Dean was billed as their most eligible bachelor. But the rumors of his sexuality were whispered. Whatever was said about his sexuality, Dean preferred to avoid labels. “I’m not a homosexual,” he once told a reporter who asked if he was gay, “but I’m not going through life with one hand tied behind my back.”
When They Used to Call Him Little Bastard
Before the famous cursed car, it was Dean who was called the Little Bastard. He was one of those tortured artists who earned a reputation for being moody. It’s why he came to be called “Little Bastard.”

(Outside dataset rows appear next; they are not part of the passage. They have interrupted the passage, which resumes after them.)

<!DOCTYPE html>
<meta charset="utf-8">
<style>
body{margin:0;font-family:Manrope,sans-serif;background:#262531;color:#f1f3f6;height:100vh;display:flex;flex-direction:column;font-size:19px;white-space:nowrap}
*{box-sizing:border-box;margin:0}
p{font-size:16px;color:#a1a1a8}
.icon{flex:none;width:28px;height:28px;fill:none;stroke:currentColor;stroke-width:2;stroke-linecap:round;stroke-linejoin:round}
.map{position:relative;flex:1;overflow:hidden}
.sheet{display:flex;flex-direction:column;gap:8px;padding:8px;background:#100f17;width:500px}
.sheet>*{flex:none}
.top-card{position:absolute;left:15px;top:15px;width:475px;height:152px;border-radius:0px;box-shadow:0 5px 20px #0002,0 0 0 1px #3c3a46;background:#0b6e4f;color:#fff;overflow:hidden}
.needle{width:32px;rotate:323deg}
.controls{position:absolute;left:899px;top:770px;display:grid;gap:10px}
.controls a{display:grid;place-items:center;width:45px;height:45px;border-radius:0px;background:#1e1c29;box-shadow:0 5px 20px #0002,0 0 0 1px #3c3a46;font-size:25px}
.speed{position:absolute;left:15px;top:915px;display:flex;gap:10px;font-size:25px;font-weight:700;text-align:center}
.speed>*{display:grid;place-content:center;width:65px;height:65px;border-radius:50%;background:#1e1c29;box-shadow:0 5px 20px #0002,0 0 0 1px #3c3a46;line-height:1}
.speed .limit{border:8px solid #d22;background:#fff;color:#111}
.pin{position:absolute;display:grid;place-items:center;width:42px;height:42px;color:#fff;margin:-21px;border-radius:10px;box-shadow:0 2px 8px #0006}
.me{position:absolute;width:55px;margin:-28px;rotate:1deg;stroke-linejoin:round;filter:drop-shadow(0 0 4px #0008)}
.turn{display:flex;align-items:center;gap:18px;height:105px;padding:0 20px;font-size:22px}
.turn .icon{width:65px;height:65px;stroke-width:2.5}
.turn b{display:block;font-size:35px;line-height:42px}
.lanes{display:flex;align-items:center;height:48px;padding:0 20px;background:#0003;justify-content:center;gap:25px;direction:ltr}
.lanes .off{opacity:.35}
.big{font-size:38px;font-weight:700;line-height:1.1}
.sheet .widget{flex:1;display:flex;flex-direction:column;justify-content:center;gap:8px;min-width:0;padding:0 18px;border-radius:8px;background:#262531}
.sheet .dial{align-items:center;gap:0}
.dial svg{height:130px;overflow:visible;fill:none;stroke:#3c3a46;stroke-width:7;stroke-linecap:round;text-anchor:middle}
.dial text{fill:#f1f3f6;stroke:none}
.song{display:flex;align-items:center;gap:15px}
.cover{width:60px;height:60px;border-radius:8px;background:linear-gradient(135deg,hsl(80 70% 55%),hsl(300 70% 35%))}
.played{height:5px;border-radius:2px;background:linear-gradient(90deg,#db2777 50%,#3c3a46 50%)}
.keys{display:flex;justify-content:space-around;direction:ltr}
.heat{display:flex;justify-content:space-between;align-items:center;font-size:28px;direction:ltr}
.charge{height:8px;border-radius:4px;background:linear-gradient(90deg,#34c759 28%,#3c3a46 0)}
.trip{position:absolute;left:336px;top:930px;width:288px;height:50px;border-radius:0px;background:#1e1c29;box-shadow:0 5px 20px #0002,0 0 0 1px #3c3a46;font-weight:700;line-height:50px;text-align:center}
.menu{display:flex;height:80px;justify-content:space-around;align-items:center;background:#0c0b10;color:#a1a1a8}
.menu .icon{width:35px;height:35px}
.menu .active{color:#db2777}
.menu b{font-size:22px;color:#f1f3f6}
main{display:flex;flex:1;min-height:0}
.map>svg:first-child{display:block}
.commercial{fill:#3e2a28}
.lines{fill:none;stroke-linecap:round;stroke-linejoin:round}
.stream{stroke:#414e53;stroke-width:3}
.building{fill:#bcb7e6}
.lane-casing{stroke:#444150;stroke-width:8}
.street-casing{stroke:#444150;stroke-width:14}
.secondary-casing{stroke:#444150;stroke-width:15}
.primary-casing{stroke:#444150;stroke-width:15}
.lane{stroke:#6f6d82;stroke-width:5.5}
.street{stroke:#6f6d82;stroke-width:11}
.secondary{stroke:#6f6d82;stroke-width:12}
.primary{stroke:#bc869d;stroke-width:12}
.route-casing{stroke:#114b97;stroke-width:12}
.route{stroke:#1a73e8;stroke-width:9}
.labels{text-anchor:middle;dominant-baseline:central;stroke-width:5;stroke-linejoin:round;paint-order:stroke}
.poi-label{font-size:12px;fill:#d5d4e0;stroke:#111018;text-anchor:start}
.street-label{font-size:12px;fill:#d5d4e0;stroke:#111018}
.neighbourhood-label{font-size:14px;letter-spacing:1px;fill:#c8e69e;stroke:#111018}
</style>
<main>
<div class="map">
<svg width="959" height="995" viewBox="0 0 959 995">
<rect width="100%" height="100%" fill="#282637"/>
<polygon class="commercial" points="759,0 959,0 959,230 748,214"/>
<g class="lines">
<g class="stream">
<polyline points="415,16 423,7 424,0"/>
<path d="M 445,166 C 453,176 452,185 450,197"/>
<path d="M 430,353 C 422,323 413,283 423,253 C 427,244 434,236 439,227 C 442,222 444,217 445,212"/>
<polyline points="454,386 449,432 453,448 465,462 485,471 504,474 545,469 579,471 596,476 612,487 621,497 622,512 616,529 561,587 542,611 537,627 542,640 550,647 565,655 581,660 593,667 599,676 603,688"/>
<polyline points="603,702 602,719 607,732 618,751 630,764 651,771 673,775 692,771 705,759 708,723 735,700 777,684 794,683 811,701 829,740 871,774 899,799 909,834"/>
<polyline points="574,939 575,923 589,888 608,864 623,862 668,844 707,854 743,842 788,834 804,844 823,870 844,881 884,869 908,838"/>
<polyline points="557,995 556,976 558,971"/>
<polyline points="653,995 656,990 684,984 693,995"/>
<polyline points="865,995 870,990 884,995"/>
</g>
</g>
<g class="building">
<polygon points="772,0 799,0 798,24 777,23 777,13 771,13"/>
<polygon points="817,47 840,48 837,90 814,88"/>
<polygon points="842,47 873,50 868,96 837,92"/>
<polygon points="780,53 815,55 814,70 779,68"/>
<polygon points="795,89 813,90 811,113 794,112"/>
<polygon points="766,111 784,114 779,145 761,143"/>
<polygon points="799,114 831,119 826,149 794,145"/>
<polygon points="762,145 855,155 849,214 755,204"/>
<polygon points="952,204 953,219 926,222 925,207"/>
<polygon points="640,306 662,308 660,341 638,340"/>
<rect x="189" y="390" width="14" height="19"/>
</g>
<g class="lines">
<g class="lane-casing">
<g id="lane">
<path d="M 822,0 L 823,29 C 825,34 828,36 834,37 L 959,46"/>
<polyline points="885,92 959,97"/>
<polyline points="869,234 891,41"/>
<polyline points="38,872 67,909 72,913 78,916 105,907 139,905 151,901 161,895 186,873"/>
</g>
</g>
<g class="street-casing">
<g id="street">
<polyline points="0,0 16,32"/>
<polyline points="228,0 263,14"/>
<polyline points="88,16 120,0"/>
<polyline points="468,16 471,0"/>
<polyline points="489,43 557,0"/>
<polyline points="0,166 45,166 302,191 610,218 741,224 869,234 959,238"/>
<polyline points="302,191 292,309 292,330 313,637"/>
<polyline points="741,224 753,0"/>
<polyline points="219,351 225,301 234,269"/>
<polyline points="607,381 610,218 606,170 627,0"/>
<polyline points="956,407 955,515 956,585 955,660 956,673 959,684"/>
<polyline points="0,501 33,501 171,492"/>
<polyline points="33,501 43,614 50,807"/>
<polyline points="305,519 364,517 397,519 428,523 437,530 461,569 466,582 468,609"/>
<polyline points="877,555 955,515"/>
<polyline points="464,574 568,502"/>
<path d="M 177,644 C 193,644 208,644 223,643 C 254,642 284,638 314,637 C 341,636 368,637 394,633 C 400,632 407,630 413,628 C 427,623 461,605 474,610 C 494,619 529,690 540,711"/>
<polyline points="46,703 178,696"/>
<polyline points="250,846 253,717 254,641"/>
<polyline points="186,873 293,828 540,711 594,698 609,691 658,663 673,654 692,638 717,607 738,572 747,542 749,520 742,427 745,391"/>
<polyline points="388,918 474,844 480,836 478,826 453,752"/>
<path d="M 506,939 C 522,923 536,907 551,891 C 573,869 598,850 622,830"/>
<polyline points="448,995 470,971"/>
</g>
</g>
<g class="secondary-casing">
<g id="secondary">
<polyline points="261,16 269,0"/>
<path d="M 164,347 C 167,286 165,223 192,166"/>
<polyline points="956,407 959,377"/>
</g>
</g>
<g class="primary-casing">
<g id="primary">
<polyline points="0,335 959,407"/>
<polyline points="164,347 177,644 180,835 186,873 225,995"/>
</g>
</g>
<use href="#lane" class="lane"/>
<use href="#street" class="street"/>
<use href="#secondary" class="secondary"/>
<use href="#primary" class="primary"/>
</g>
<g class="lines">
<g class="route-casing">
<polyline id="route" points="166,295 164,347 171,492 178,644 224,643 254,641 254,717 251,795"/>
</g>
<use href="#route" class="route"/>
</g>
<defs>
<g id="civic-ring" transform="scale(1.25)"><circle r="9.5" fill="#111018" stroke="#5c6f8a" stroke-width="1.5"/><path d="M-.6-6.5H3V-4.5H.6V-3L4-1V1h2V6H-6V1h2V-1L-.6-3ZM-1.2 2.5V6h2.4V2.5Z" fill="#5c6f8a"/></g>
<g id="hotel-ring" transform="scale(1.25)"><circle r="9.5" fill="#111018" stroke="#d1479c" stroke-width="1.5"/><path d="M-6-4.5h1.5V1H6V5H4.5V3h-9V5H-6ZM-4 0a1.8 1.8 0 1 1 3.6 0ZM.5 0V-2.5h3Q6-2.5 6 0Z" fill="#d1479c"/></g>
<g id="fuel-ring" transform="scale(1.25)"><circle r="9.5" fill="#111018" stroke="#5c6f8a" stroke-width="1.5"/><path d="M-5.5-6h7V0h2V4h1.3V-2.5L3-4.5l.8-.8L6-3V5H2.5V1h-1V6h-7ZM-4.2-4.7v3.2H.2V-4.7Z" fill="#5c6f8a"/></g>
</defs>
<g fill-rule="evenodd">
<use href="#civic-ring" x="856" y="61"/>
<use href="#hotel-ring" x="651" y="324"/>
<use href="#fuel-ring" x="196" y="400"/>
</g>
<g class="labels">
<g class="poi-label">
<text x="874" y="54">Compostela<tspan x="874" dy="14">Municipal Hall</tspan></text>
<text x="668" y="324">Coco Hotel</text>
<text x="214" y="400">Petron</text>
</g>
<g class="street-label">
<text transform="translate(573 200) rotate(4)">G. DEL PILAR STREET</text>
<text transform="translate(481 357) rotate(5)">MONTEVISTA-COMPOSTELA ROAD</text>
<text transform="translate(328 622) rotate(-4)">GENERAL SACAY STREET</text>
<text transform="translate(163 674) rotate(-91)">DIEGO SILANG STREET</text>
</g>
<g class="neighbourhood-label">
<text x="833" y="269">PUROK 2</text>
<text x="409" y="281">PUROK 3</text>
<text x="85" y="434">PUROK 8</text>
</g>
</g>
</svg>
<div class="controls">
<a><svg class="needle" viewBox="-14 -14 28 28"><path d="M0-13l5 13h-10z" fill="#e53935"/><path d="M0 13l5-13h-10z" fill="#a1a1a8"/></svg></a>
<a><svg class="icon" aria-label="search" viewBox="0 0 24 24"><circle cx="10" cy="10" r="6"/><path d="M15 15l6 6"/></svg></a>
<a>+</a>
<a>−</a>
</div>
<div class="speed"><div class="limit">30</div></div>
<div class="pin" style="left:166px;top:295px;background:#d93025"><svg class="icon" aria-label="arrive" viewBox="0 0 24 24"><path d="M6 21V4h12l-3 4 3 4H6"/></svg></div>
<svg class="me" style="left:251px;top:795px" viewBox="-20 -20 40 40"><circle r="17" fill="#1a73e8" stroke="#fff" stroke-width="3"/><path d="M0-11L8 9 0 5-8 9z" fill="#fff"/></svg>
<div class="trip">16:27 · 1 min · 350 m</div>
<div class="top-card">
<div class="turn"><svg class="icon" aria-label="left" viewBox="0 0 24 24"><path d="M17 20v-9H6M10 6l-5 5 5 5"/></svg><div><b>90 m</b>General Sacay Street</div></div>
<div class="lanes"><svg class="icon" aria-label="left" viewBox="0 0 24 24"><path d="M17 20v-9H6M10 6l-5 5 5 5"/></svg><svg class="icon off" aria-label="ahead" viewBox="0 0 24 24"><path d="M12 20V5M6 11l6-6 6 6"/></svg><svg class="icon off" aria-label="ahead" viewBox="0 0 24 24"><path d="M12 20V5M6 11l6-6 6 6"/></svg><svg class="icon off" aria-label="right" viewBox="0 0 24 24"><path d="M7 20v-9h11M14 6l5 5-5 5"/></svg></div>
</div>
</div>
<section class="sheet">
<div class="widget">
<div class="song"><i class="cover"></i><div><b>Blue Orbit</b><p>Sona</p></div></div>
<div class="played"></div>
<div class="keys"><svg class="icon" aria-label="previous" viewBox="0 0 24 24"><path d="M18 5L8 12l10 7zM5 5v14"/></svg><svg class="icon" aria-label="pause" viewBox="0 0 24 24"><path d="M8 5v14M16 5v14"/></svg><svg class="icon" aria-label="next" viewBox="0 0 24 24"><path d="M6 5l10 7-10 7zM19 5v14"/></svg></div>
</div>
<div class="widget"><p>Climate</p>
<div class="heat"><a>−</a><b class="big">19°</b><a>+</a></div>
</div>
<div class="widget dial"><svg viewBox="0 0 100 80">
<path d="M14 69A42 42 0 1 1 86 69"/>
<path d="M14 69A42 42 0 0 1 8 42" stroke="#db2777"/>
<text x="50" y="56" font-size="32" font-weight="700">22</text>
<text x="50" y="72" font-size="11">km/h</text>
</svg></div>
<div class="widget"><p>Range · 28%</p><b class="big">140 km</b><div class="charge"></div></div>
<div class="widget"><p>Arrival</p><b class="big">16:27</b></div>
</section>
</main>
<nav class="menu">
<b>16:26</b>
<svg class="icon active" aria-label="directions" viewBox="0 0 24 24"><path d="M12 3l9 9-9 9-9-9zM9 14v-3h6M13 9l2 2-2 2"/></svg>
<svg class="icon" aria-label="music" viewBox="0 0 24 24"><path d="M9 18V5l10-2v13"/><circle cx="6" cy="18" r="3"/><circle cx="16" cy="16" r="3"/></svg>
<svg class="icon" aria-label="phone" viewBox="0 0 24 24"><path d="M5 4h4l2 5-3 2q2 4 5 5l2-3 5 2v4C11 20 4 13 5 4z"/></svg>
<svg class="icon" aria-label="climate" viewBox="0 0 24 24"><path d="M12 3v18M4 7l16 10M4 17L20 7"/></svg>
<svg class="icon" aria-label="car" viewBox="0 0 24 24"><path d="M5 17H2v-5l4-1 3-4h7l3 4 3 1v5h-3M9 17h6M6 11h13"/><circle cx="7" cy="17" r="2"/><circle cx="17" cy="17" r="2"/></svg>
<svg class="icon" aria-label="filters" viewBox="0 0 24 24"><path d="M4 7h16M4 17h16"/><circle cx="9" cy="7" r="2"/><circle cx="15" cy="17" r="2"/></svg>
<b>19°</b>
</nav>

According to Dean’s close friends Lew Bracker and Phil Stern, Warner Bros.’ Jack Warner called Dean the same thing when he refused to come out of his trailer while filming East of Eden. Apparently, Bill Hickman would fondly call him a little bastard. Dean would hit back, calling Hickman a big bastard.
Life in the Fast Lane
Warner later said, “That kid Dean… gave us a lot of trouble, but it was worth it. He was surrounded with stars in Giant, but we believe he was 25 percent responsible for the success of the picture.” By the time he filmed Giant in 1955, he had already starred in three TV shows and Rebel Without a Cause.

Money was rolling in, and the actor was buying more and more race cars. In the March 1955 race at the Palm Springs Road Race, he won first place in his class and third in the race.